Employee rights are enshrined in law. It is up to businesses to understand that
Workers deserve a fair deal on the midday break
Ensuring the welfare and safety of workers is a key priority for the Government. Employee rights are enshrined in law and enforced with rigour. The midday break that goes into effect every summer is a good case in point. It is designed to create safe conditions for outdoor workers by imposing a prohibition on working under direct sunlight between 12.30 and 3pm every day.
Midday breaks were originally meant to last for two months when they were first introduced in 2004, before being extended in 2010 to three months. The results have been salutary. Employees have welcomed the respite from the heat, while doctors have reported a significant drop in heat exhaustion cases. It should go without saying that, as well as promoting the general well-being of society, a healthy and contented workforce also benefits employers.
But there are also cases of non-compliance, suggesting that some employers remain blind to the blindingly obvious. In 2015, 30 firms were found by the UAE Ministry of Labour to be in violation of the midday-break decree. They were each fined Dh5,000 for every employee put to work during the rest hours. The Ministry of Labour’s inspection teams carry out 60,000 field visits annually to monitor compliance with the law, about 20,000 of which are educational in nature, devoted to raising awareness among employees of their rights and the obligations of employers to them. This year, inspectors have even been equipped with smart systems to ensure compliance.

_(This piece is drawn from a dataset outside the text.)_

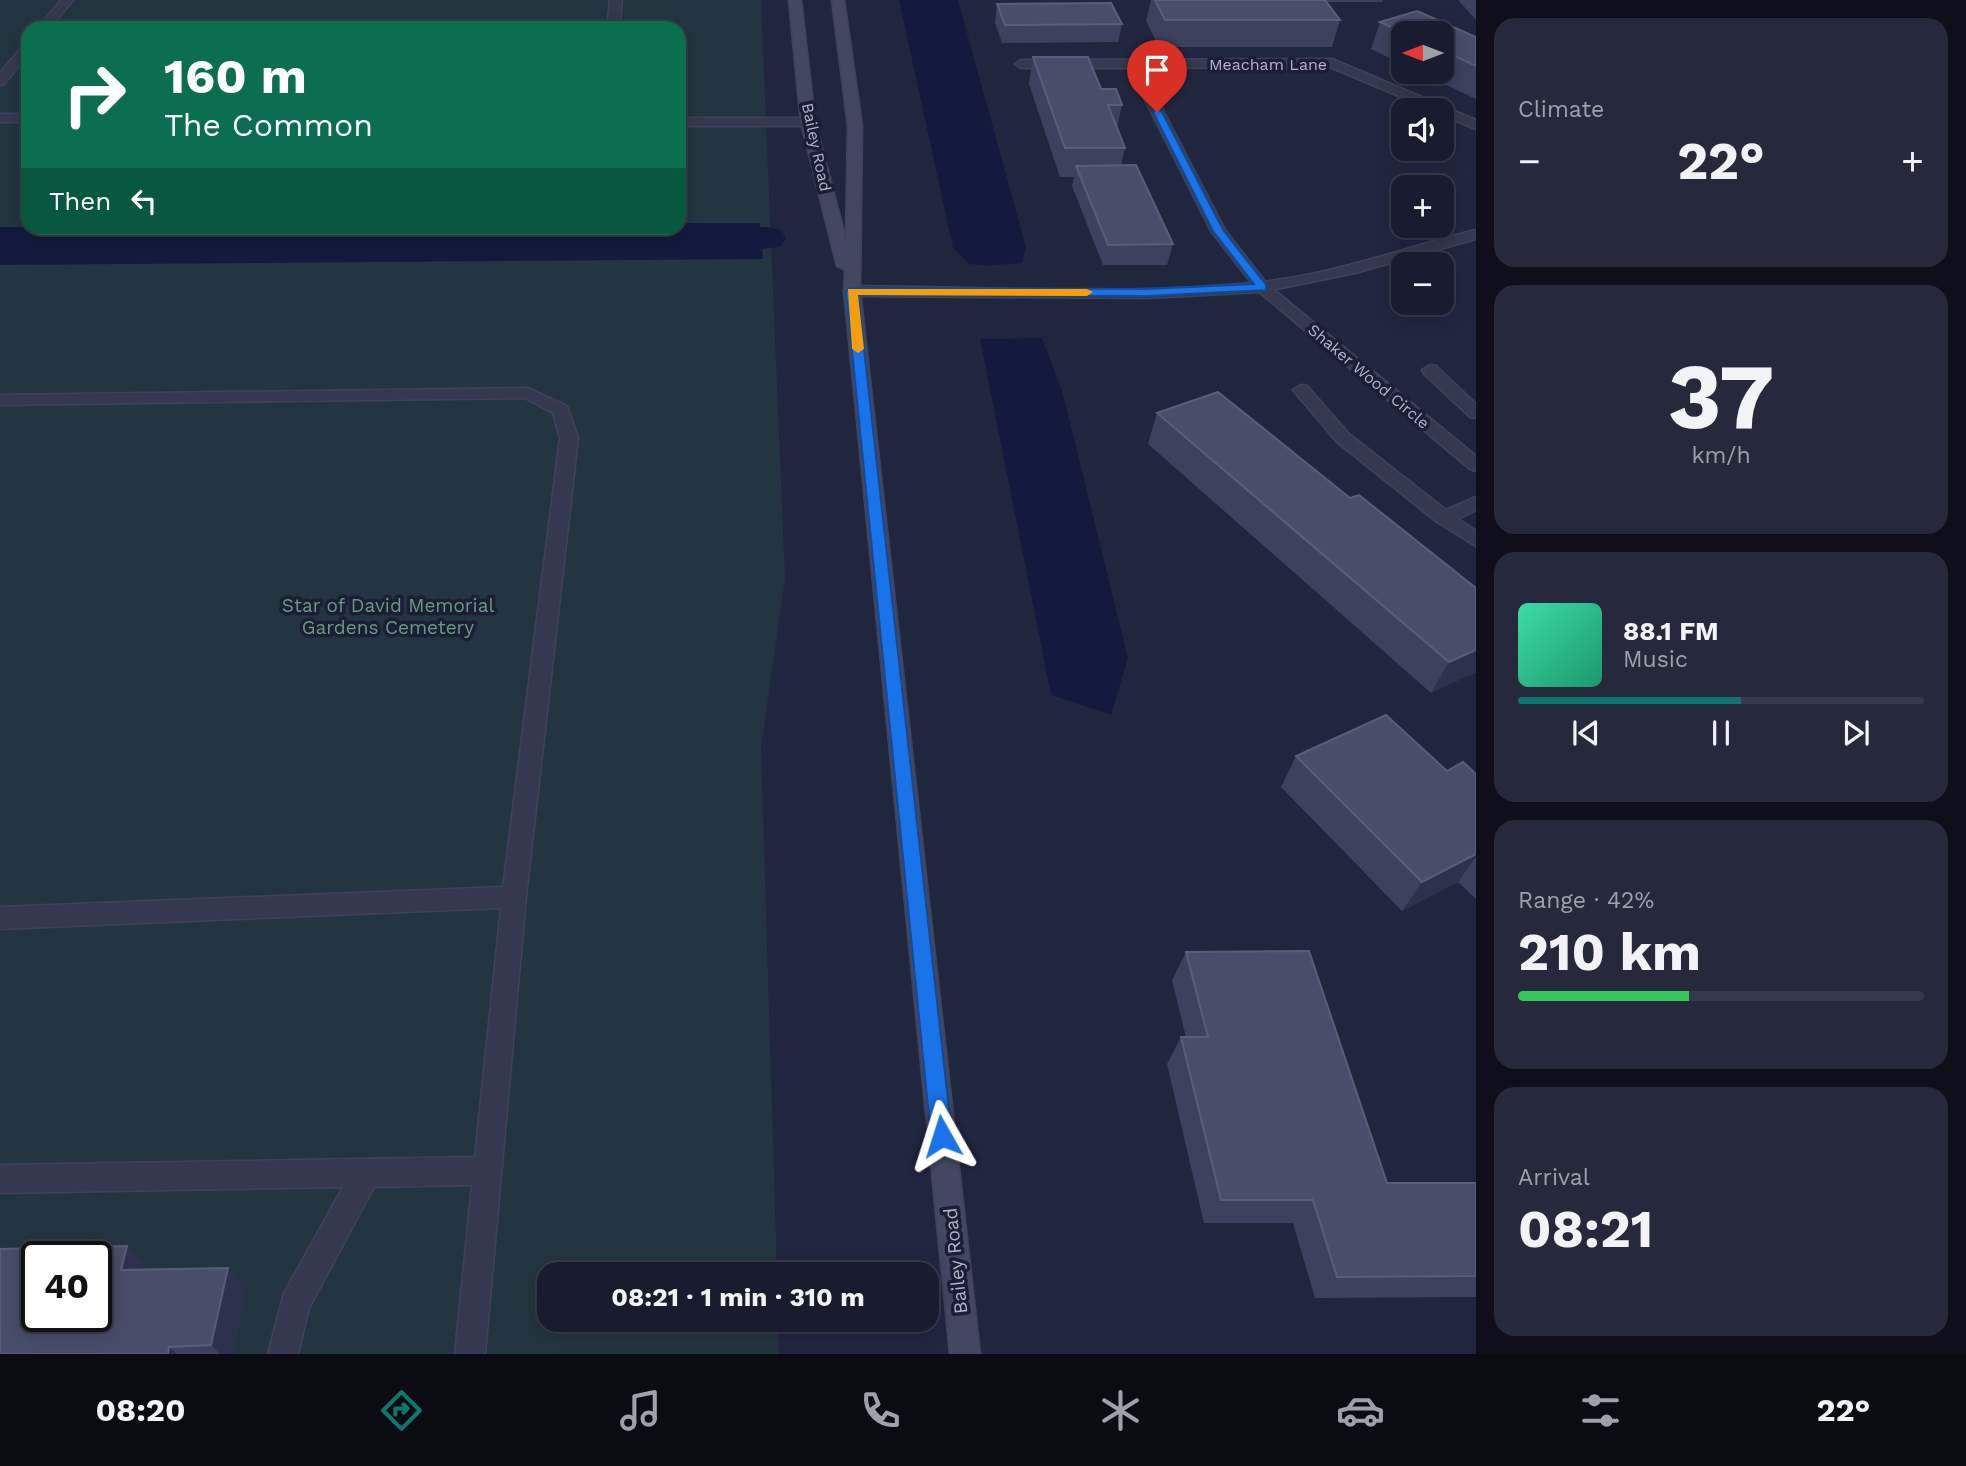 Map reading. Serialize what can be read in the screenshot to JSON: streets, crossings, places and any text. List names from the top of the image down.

Employers must step up their game – not only by obeying the letter of the law but also by upholding its spirit. Workers should not be punished for demanding the rights granted to them by the law or for questioning on-site practices. The law calls for proper facilities – including water, toilets and shelter – for workers during the midday break. Some employers have failed to provide these. The government is doing all that it can to enforce the law, but the responsibility for a fair, just and productive society is not its alone.